There is absolutely no way you can keep up with all of that information. However, you can access almost all of it via the internet.
With all of the advertisements that scatter every webpage you visit, it’s difficult not to feel like everything is overwhelming you and clamoring for your attention.
Your brain only has so much room for information. If you’re constantly pouring in data and facts, you’re not going to remember important things like anniversary dates and appointments you have to keep.
Sure, you might think you can rely on your phone for that. But what happens when you need to store more emotional information, that you can’t easily look up? Like what happened on your first date with your wife. Or what your child’s first word was.
Relying on technology to look up information is working, so far. However, when you’re in a place where you can’t just Google whatever you have a hard time remembering, your poor memory isn’t going to be able to help you out.

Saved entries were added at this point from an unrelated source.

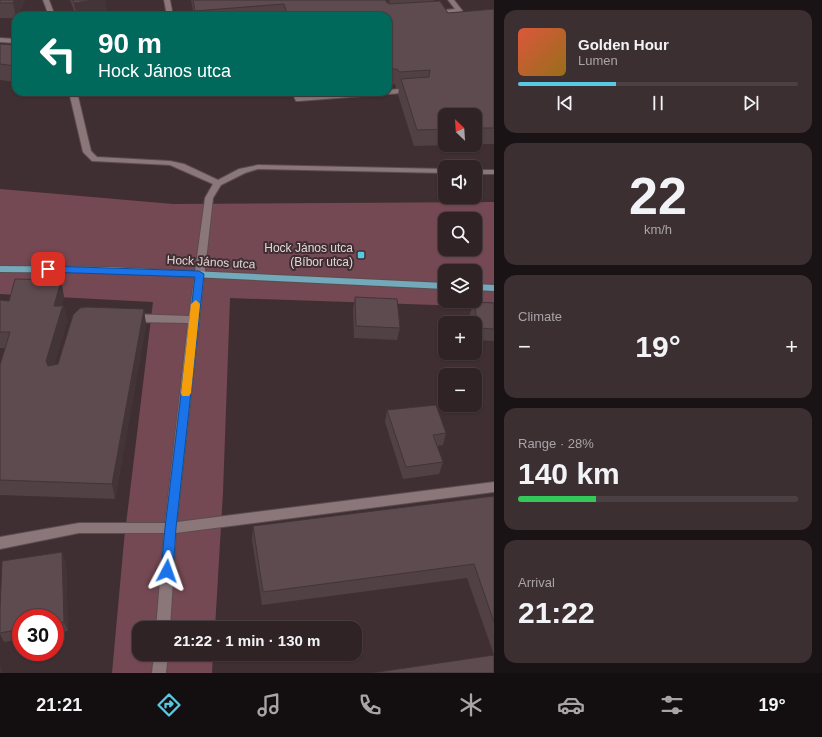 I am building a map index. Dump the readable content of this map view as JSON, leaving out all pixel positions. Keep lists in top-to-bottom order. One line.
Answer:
{"streets":{"main road":["Hock János utca"]},"places":{"transit":["Hock János utca (Bíbor utca)"]},"north":"top left","page":{"turn":["90 m","Hock János utca"],"song":["Golden Hour","Lumen"],"map_buttons":["+","−"],"tile":[["22","km/h"],"Climate",["Range · 28%","140 km"],["Arrival","21:22"]],"heat":["−","19°","+"],"limit":"30","trip":"21:22 · 1 min · 130 m","tabs":["21:21","19°"]}} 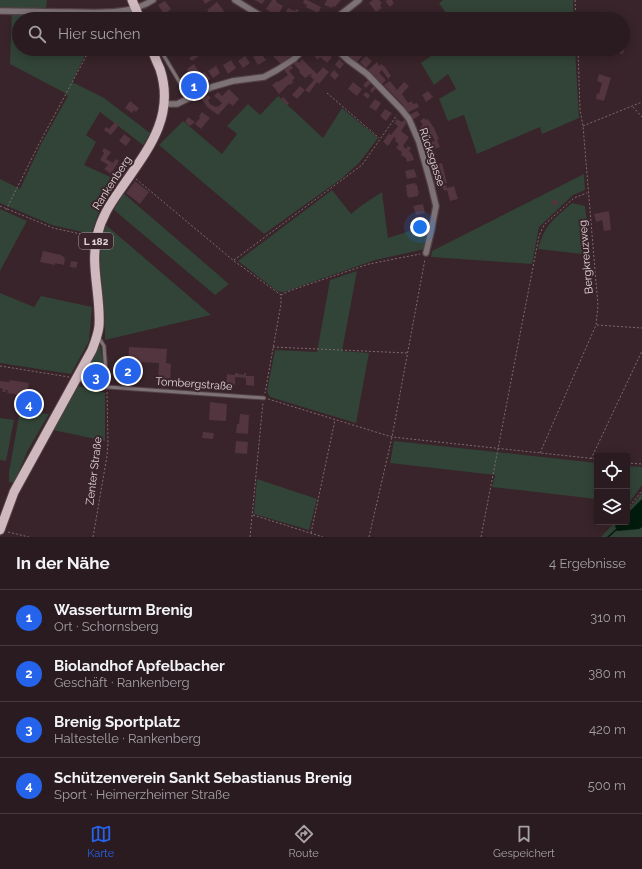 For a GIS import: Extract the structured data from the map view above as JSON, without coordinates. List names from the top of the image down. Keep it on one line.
{"streets":{"main road":["Rankenberg","L 182"],"street":["Rücksgasse"],"lane":["Tombergstraße"],"path":["Bergkreuzweg","Zenter Straße"]},"crossings":[["Rankenberg","L 182"],["Rankenberg","Tombergstraße"],["L 182","Tombergstraße"],["Tombergstraße","Zenter Straße"]],"page":{"search":"Hier suchen","pins":["1","2","3","4"],"heading":["In der Nähe","4 Ergebnisse"],"list":[{"mark":"1","name":"Wasserturm Brenig","note":"Ort · Schornsberg","value":"310 m"},{"mark":"2","name":"Biolandhof Apfelbacher","note":"Geschäft · Rankenberg","value":"380 m"},{"mark":"3","name":"Brenig Sportplatz","note":"Haltestelle · Rankenberg","value":"420 m"},{"mark":"4","name":"Schützenverein Sankt Sebastianus Brenig","note":"Sport · Heimerzheimer Straße","value":"500 m"}],"nav":["Karte","Route","Gespeichert"]}} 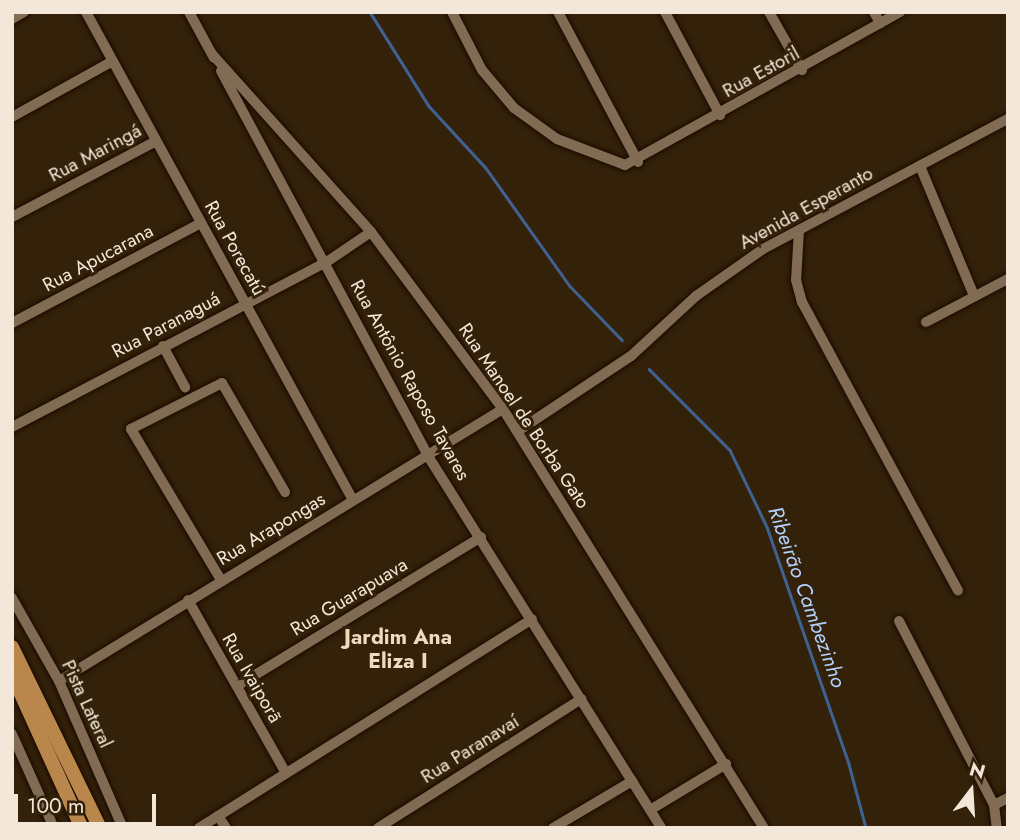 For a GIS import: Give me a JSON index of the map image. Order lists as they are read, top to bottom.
{
  "streets": {
    "street": [
      "Rua Estoril",
      "Rua Maringá",
      "Avenida Esperanto",
      "Rua Porecatú",
      "Rua Apucarana",
      "Rua Paranaguá",
      "Rua Antônio Raposo Tavares",
      "Rua Manoel de Borba Gato",
      "Rua Arapongas",
      "Rua Guarapuava",
      "Rua Ivaiporã",
      "Pista Lateral",
      "Rua Paranavaí"
    ]
  },
  "crossings": [
    ["Rua Maringá", "Rua Porecatú"],
    ["Avenida Esperanto", "Rua Manoel de Borba Gato"],
    ["Rua Porecatú", "Rua Apucarana"],
    ["Rua Porecatú", "Rua Paranaguá"],
    ["Rua Porecatú", "Rua Arapongas"],
    ["Rua Paranaguá", "Rua Antônio Raposo Tavares"],
    ["Rua Paranaguá", "Rua Manoel de Borba Gato"],
    ["Rua Antônio Raposo Tavares", "Rua Manoel de Borba Gato"],
    ["Rua Antônio Raposo Tavares", "Rua Arapongas"],
    ["Rua Antônio Raposo Tavares", "Rua Guarapuava"],
    ["Rua Antônio Raposo Tavares", "Rua Paranavaí"],
    ["Rua Manoel de Borba Gato", "Rua Arapongas"],
    ["Rua Arapongas", "Rua Ivaiporã"],
    ["Rua Arapongas", "Pista Lateral"],
    ["Rua Guarapuava", "Rua Ivaiporã"]
  ],
  "districts": ["Jardim Ana Eliza I"],
  "water": ["Ribeirão Cambezinho"],
  "scale_bar": "100 m",
  "north": "top"
}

Big data online also has a huge impact on our sense of meaning and belonging in the world.
Being able to access information at any time from any location often takes that data out of context. Isolating information like this makes it difficult for us to see how it fits into the bigger picture. If we lose our ability to see how anything fits into the big picture, then it’s only a few more steps before we start to wonder how we fit into the grand scheme of things.
Remembering the larger story is one of the most effective ways of retaining, the smaller details. Having the broader context helps the minutiae stick. If you can’t keep the larger story in mind, you’re likely to forget the little things as well.
Relying On Outside Sources Of Information Makes You Less Likely To Remember Things For Yourself
When’s the last time you tried to remember something before going to Google to find the answer? Constantly relying on search engines to retrieve information for us shows our brain that it doesn’t need to store the things we are learning.
Several studies have found that when people are asked series of trivia questions, they were more likely to think about Google or Yahoo.
One study found that subjects were more likely to remember data if they thought it wouldn’t be accessible later on. People don’t make an effort to store information they know they’ll be able to access at a later time.
Most of society is relying on Google as an external memory. They know that the information is already being stored elsewhere, so they don’t make an effort to keep it for themselves. Keeping information outside of yourself only works as long as the area where you store it is trustworthy. Some people can remember where they’ve stored the information, so even if they can’t remember the data itself, they know where to go to find it.
Being Constantly Distracted Prevents You From Forming Memories
Being distracted while you are trying to workforces your brain to multitask. Despite how much everyone insists that they can multitask, the human brain simply wasn’t made for it. In fact, those who think they are good at multitasking often have the least ability to retain information and pay attention to what is happening. After you’ve been distracted, it can take on average 15 minutes to reorient yourself to what you were doing beforehand.
Constantly being distracted destroys your efficiency too - it can drop as much as 40% when you have too many things going on.
The more you try to store in your mind, the less good you’ll become at processing information. Your brain can only do so much at once, and constantly being exposed to new ideas surpasses your ability to think and comprehend what you’re looking at.
Paying attention is a big part of being able to form memories. If you’re texting while someone is talking to you, it’s likely you won’t take in everything they’re saying. And if they ask you about it later on, the chances are good that you won’t be able to recount the important parts of the conversation. Then they’ll get frustrated with you and feel like you aren’t paying attention.
Constantly forgetting information is a sign that you’re too busy. If you’re doing so much that you can’t remember what you had for lunch yesterday, you might want to look at what’s on your plate.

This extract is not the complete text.